Predictive Model of Clinical Outcomes
We investigated the potential of these variables in the prediction of survivors/non-survivors, and calculated the AUCs of these differentially regulated variables. Based on the statistical difference, we performed iterative recursive feature selection and found the optimal combination of features. Logistic regression-based classifier was trained to discriminate survivors and non-survivors. To evaluate the predictive efficacy of the trained model objectively, LOO cross validation was employed to ensure the mutual independence between the training dataset and the testing dataset. In LOO cross validation, the training and validation steps were repeated N times, and for each step one sample was selected for validation and the rest were used for model training iteratively (N denoted with the sample number). Then random sampling (sampling ratio 95%, iteration times 1000) was performed to calculate the 95% confidence intervals (CIs) of the AUC of the prediction model. The AUCs of IgG2, IgA and the combination the two were 0.725 (95% CI 0.702–0.748), 0.575 (95% CI 0.404–0.694) and 0.737 (95% CI 0.714–0.760), respectively (Fig. 4A).

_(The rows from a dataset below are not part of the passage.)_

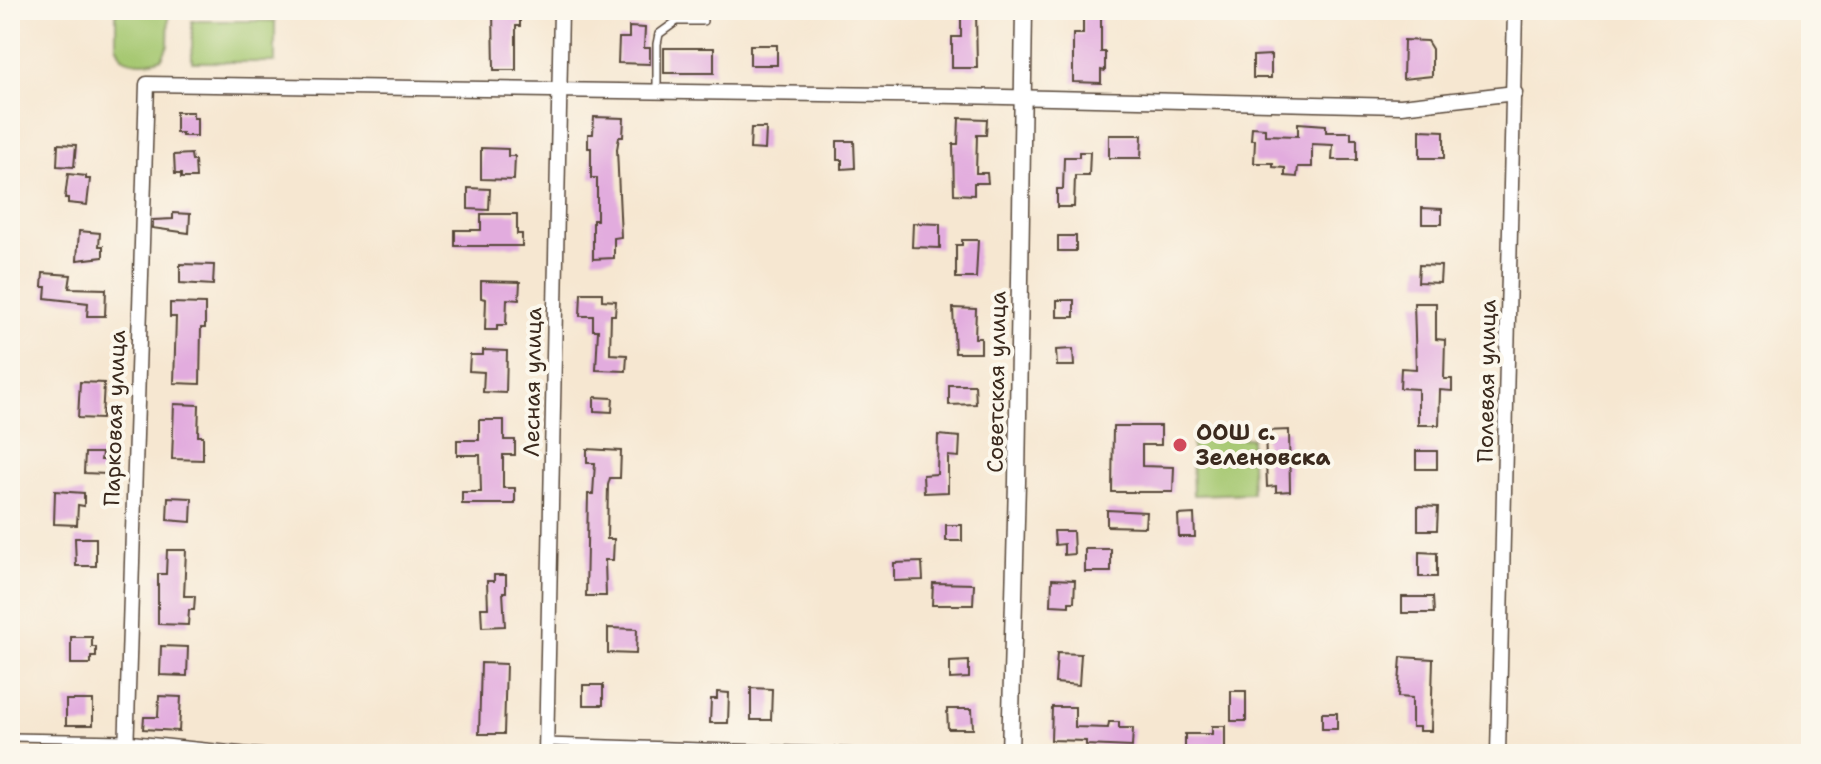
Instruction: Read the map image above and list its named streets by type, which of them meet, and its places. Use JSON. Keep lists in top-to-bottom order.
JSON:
{
  "streets": {
    "street": [
      "Полевая улица",
      "Лесная улица",
      "Советская улица",
      "Парковая улица"
    ]
  },
  "crossings": [
    ["Лесная улица", "Парковая улица"]
  ],
  "places": ["ООШ с. Зеленовска"]
}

The combined prediction model with nine variables (D-dimer, days from onset to ED, IgA, IgG2, LAC, LY, MO, Staphylococcus aureus (S.aureus) co-infection and age) reached the maximum AUC value of 0.810 (95% CI 0.755–0.839) (Fig. 4B). The AUCs of D-dimer, LAC, LY, and MO were 0.722 (95% CI 0.690–0.751), 0.662 (95% CI 0.634–0.684), 0.644 (95% CI 0.607–0.673), and 0.572 (95% CI 0.536–0.609), respectively. All the pairwise comparisons across each of the single-factor models with the combination prediction model were of statistical significance.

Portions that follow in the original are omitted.